### What you will do
Every record must be written out once more, with nothing added or omitted.

Stored items
[Start of Attachment]

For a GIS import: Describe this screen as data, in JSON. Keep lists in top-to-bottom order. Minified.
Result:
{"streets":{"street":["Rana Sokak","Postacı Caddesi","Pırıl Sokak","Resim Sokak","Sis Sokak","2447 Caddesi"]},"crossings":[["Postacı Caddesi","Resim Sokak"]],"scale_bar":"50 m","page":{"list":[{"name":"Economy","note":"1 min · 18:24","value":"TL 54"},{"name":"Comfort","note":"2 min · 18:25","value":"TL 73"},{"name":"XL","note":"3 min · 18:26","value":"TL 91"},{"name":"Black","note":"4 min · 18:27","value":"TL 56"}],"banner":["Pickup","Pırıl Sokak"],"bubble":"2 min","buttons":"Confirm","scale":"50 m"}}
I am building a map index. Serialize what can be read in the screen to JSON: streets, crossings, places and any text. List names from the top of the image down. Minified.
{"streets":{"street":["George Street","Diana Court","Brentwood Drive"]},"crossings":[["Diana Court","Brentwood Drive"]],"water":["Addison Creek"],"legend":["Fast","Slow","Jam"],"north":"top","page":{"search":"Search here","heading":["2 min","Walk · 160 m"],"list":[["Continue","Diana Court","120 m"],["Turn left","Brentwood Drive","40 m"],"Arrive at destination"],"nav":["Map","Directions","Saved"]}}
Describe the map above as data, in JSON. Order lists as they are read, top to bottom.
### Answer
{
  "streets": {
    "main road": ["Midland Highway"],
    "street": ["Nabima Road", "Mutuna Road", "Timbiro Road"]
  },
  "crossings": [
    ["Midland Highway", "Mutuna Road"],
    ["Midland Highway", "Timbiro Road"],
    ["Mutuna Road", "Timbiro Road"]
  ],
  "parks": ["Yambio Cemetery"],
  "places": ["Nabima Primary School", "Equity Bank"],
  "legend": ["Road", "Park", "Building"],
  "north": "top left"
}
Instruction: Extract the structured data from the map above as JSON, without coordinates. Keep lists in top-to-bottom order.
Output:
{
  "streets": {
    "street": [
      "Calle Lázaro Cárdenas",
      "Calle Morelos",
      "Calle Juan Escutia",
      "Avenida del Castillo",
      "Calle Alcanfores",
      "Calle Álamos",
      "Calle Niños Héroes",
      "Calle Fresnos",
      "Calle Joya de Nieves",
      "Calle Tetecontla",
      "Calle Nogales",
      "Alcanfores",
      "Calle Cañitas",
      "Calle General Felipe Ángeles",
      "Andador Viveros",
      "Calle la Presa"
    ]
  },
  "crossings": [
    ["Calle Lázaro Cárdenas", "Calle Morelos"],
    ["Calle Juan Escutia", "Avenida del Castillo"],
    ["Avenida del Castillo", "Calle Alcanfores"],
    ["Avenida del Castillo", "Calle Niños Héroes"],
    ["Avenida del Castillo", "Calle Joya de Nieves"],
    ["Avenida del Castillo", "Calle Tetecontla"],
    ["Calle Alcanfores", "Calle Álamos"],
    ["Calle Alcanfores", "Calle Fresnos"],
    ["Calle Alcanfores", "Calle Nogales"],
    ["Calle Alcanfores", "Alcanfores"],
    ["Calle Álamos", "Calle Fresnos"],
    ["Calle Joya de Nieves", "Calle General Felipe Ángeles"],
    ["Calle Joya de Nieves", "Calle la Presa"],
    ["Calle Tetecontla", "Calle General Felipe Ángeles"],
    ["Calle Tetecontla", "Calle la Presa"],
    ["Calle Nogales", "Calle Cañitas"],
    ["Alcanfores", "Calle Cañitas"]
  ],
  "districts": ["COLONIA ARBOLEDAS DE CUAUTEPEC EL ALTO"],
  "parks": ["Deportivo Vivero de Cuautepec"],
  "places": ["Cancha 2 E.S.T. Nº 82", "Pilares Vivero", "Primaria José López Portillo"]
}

[End of Attachment]

### Your response
For a GIS import: Describe this screen as data, in JSON. Keep lists in top-to-bottom order. Minified.
Result:
{"streets":{"street":["Rana Sokak","Postacı Caddesi","Pırıl Sokak","Resim Sokak","Sis Sokak","2447 Caddesi"]},"crossings":[["Postacı Caddesi","Resim Sokak"]],"scale_bar":"50 m","page":{"list":[{"name":"Economy","note":"1 min · 18:24","value":"TL 54"},{"name":"Comfort","note":"2 min · 18:25","value":"TL 73"},{"name":"XL","note":"3 min · 18:26","value":"TL 91"},{"name":"Black","note":"4 min · 18:27","value":"TL 56"}],"banner":["Pickup","Pırıl Sokak"],"bubble":"2 min","buttons":"Confirm","scale":"50 m"}}
I am building a map index. Serialize what can be read in the screen to JSON: streets, crossings, places and any text. List names from the top of the image down. Minified.
{"streets":{"street":["George Street","Diana Court","Brentwood Drive"]},"crossings":[["Diana Court","Brentwood Drive"]],"water":["Addison Creek"],"legend":["Fast","Slow","Jam"],"north":"top","page":{"search":"Search here","heading":["2 min","Walk · 160 m"],"list":[["Continue","Diana Court","120 m"],["Turn left","Brentwood Drive","40 m"],"Arrive at destination"],"nav":["Map","Directions","Saved"]}}
Describe the map above as data, in JSON. Order lists as they are read, top to bottom.
### Answer
{
  "streets": {
    "main road": ["Midland Highway"],
    "street": ["Nabima Road", "Mutuna Road", "Timbiro Road"]
  },
  "crossings": [
    ["Midland Highway", "Mutuna Road"],
    ["Midland Highway", "Timbiro Road"],
    ["Mutuna Road", "Timbiro Road"]
  ],
  "parks": ["Yambio Cemetery"],
  "places": ["Nabima Primary School", "Equity Bank"],
  "legend": ["Road", "Park", "Building"],
  "north": "top left"
}
Instruction: Extract the structured data from the map above as JSON, without coordinates. Keep lists in top-to-bottom order.
Output:
{
  "streets": {
    "street": [
      "Calle Lázaro Cárdenas",
      "Calle Morelos",
      "Calle Juan Escutia",
      "Avenida del Castillo",
      "Calle Alcanfores",
      "Calle Álamos",
      "Calle Niños Héroes",
      "Calle Fresnos",
      "Calle Joya de Nieves",
      "Calle Tetecontla",
      "Calle Nogales",
      "Alcanfores",
      "Calle Cañitas",
      "Calle General Felipe Ángeles",
      "Andador Viveros",
      "Calle la Presa"
    ]
  },
  "crossings": [
    ["Calle Lázaro Cárdenas", "Calle Morelos"],
    ["Calle Juan Escutia", "Avenida del Castillo"],
    ["Avenida del Castillo", "Calle Alcanfores"],
    ["Avenida del Castillo", "Calle Niños Héroes"],
    ["Avenida del Castillo", "Calle Joya de Nieves"],
    ["Avenida del Castillo", "Calle Tetecontla"],
    ["Calle Alcanfores", "Calle Álamos"],
    ["Calle Alcanfores", "Calle Fresnos"],
    ["Calle Alcanfores", "Calle Nogales"],
    ["Calle Alcanfores", "Alcanfores"],
    ["Calle Álamos", "Calle Fresnos"],
    ["Calle Joya de Nieves", "Calle General Felipe Ángeles"],
    ["Calle Joya de Nieves", "Calle la Presa"],
    ["Calle Tetecontla", "Calle General Felipe Ángeles"],
    ["Calle Tetecontla", "Calle la Presa"],
    ["Calle Nogales", "Calle Cañitas"],
    ["Alcanfores", "Calle Cañitas"]
  ],
  "districts": ["COLONIA ARBOLEDAS DE CUAUTEPEC EL ALTO"],
  "parks": ["Deportivo Vivero de Cuautepec"],
  "places": ["Cancha 2 E.S.T. Nº 82", "Pilares Vivero", "Primaria José López Portillo"]
}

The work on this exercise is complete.